Internationale Kontakte3:

1978 wurden zum ersten Mal Kontakte zu anderen Stadtguerillas geknüpft wie der RAF geknüpft. Wegen unterschiedlicher Positionen wurden diese jedoch nicht fortgeführt. Nach der Moro- Entführung nahmen die ETA, die RAF, die PLO, die IRA und französische Gruppen Kontakt mit der BR auf. Es fanden einige Treffen in Paris statt. Speziell mit der RAF wurden zu dieser Zeit Waffen getauscht. Der Grund, warum später Theorien aufkamen, dass die Brigate Rosse für alle möglichen Geheimdienste gearbeitet haben soll, ist ein Brief, in dem der Mossad der BR seine Wertschätzung anlässlich der Moro- Aktion ausdrückt. Intensivere Beziehungen waren zur PLO und IRA vorhanden (Waffenhandel).
Ab 1982 beteiligte sich die BR- PCC gemeinsam mit der RAF, der französischen „Action Directe" und der belgischen CCC (Kämpfende Kommunistische Zellen) am „Aufbau einer antiimperialistischen Front" in Westeuropa.
 
 

Anhang:

1. Diese Fakten sind dem im "Hoffmann und Campe Verlag" erschienen Buch von Stefan Aust "Der Baader- Meinhof- Komplex" (1. Ausgabe, 1986)  entnommen. Ausnahmen sind durch eine  weiteren Endnote gekennzeichnet.

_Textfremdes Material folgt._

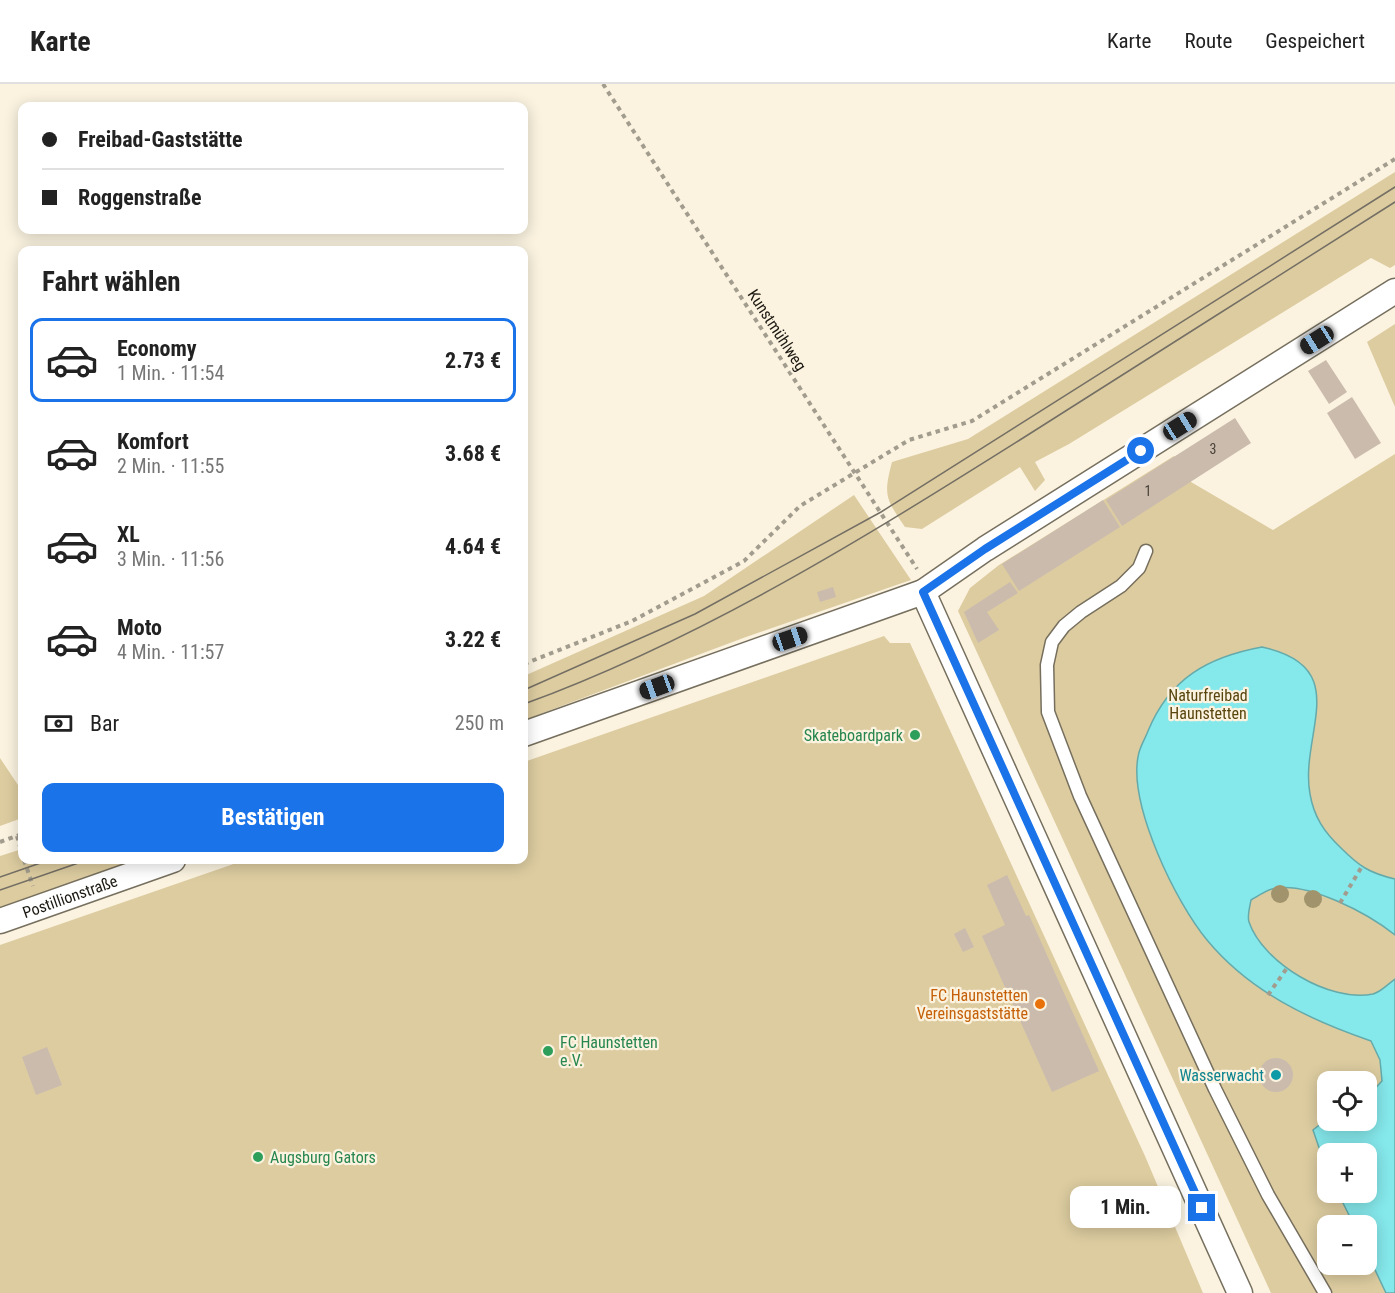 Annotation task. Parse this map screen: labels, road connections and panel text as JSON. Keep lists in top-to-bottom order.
{
  "streets": {
    "street": ["Postillionstraße"],
    "path": ["Kunstmühlweg"]
  },
  "parks": ["Naturfreibad Haunstetten"],
  "places": [
    "Skateboardpark",
    "FC Haunstetten Vereinsgaststätte",
    "FC Haunstetten e.V.",
    "Wasserwacht",
    "Augsburg Gators"
  ],
  "house_numbers": ["3", "1"],
  "page": {
    "header": "Karte",
    "nav": ["Karte", "Route", "Gespeichert"],
    "banner": ["Freibad-Gaststätte", "Roggenstraße"],
    "heading": "Fahrt wählen",
    "list": [
      {
        "name": "Economy",
        "note": "1 Min. · 11:54",
        "value": "2.73 €"
      },
      {
        "name": "Komfort",
        "note": "2 Min. · 11:55",
        "value": "3.68 €"
      },
      {
        "name": "XL",
        "note": "3 Min. · 11:56",
        "value": "4.64 €"
      },
      {
        "name": "Moto",
        "note": "4 Min. · 11:57",
        "value": "3.22 €"
      }
    ],
    "pay": ["Bar", "250 m"],
    "buttons": "Bestätigen",
    "map_buttons": ["+", "−"],
    "bubble": "1 Min."
  }
} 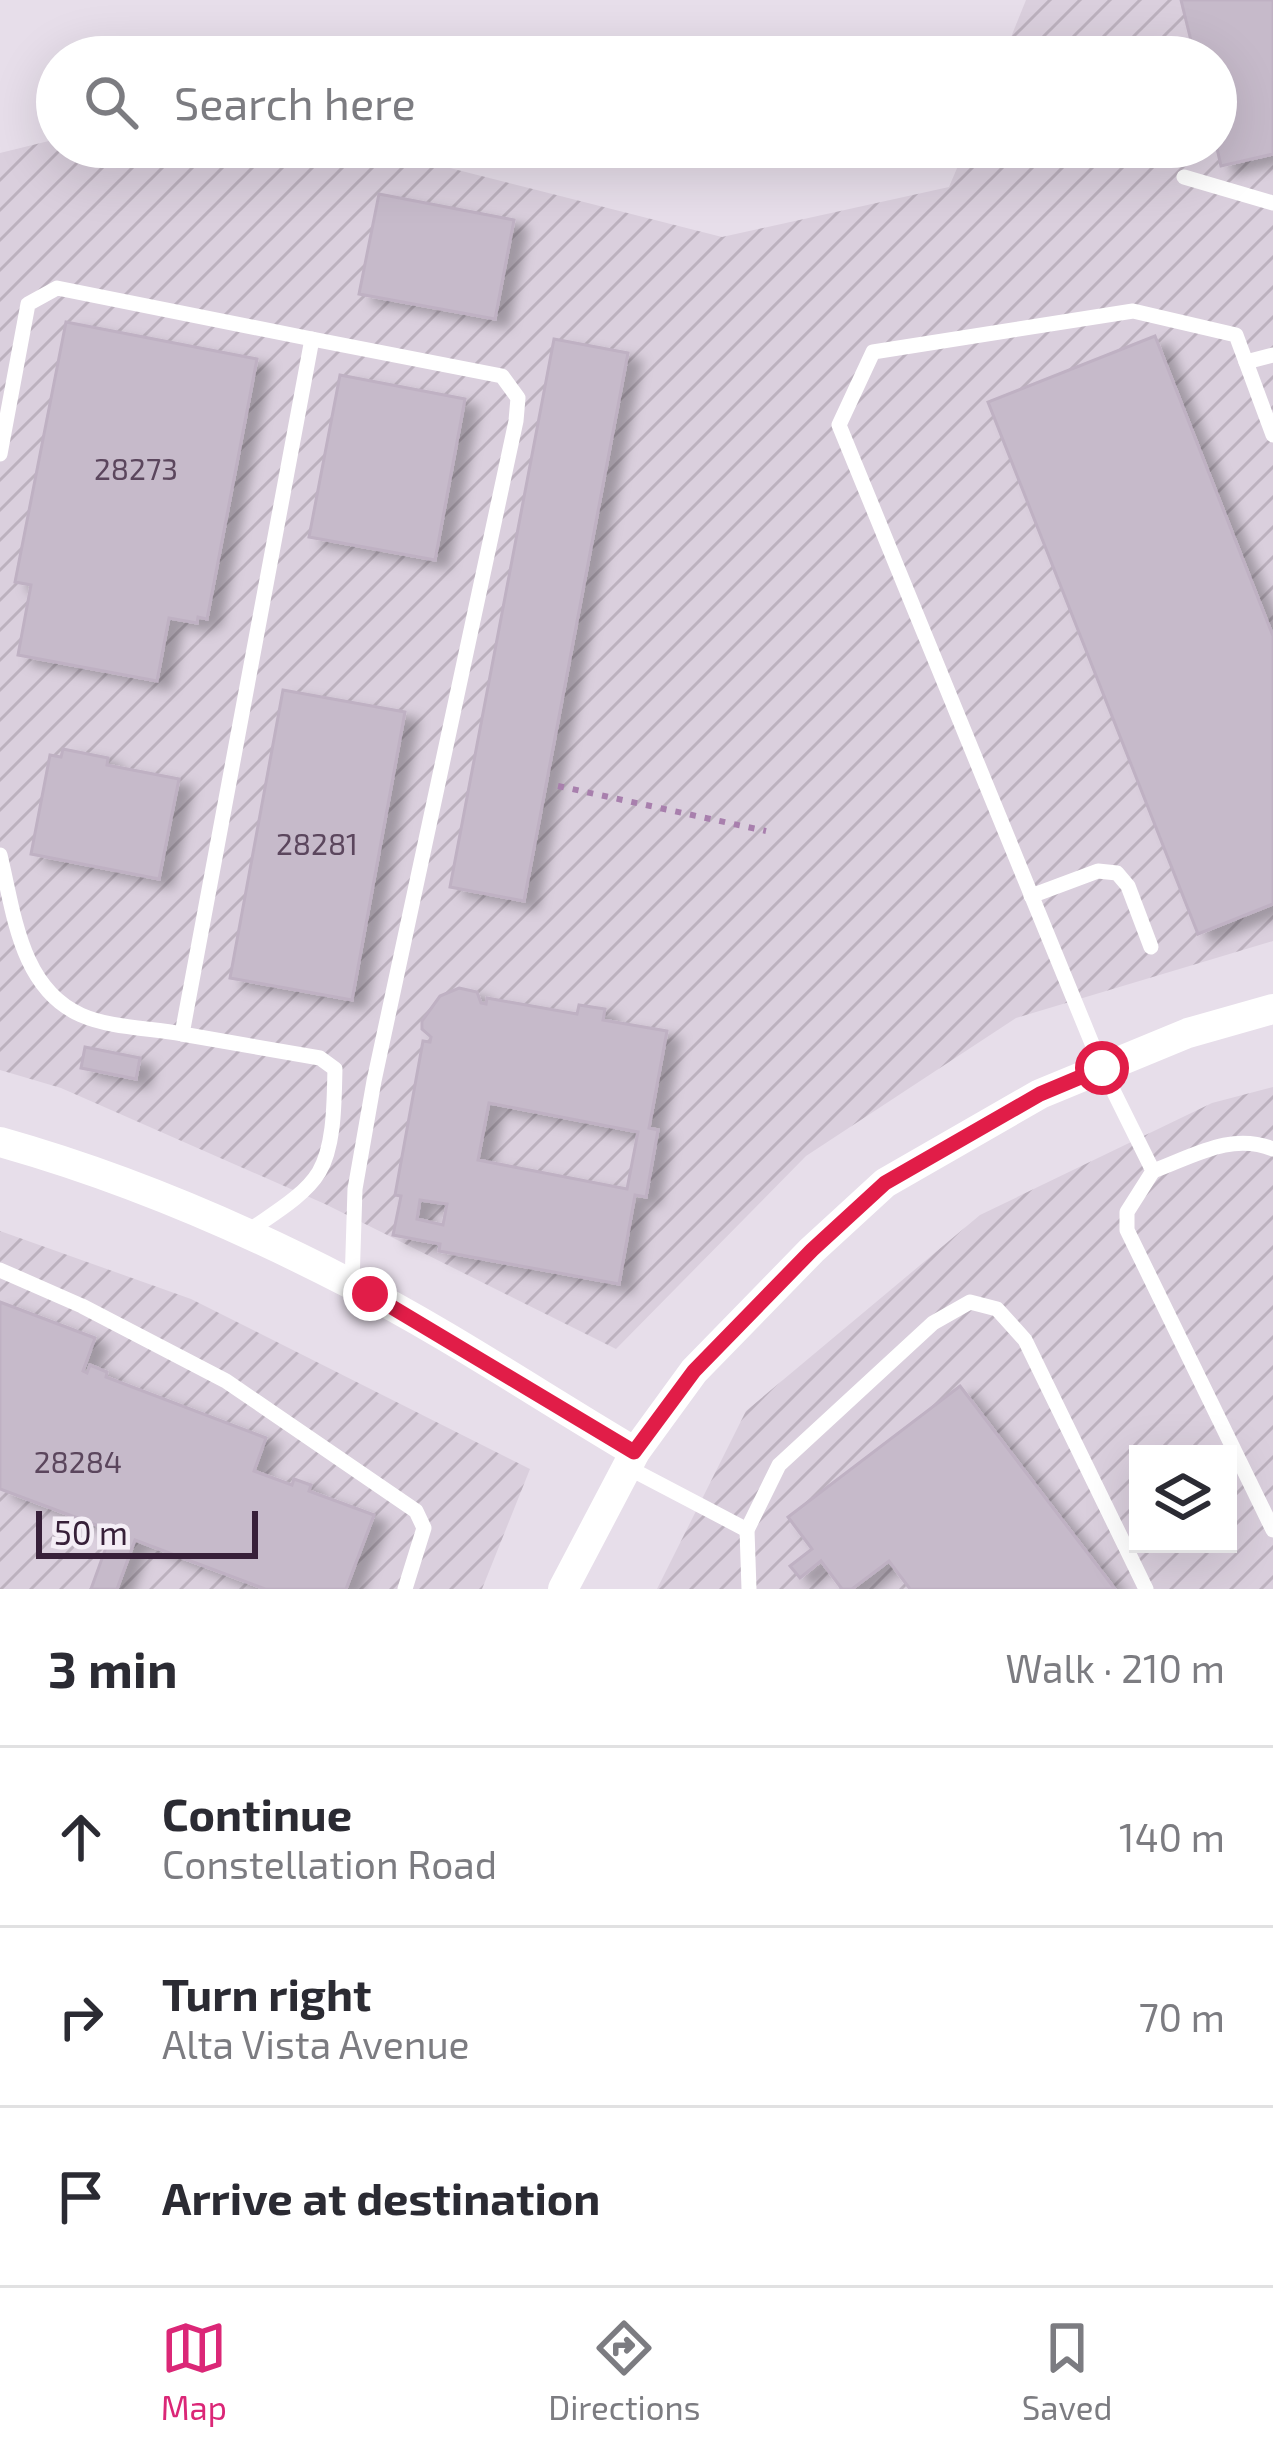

2. Die Fakten dieses Absatzes sind der Seite http://www.nadir.org/nadir/archiv/PolitischeStroemungen/Stadtguerilla+RAF/RAF/brd+raf/ entnommen. Ausnahmen sind an einer anderen Endnote zu erkennen.

3. Die Tatsachen des folgenden Absatzes sind dem im "VLA" und dem "Verlag der Buchläden Schwarze Risse/ Rote Straße"  erschienen Buch von Rossana Rossanda, Carla Mosca und Mario Moretti "Brigate Rosse" entnommen. Ausnahmen sind mit einer anderen Endnote gekennzeichnet.

4. Diese Fakten Stammen aus dem Artikel aus "Die Welt" "Ein italienischer Alptraum". Erscheinungsdatum16. 3. 1998.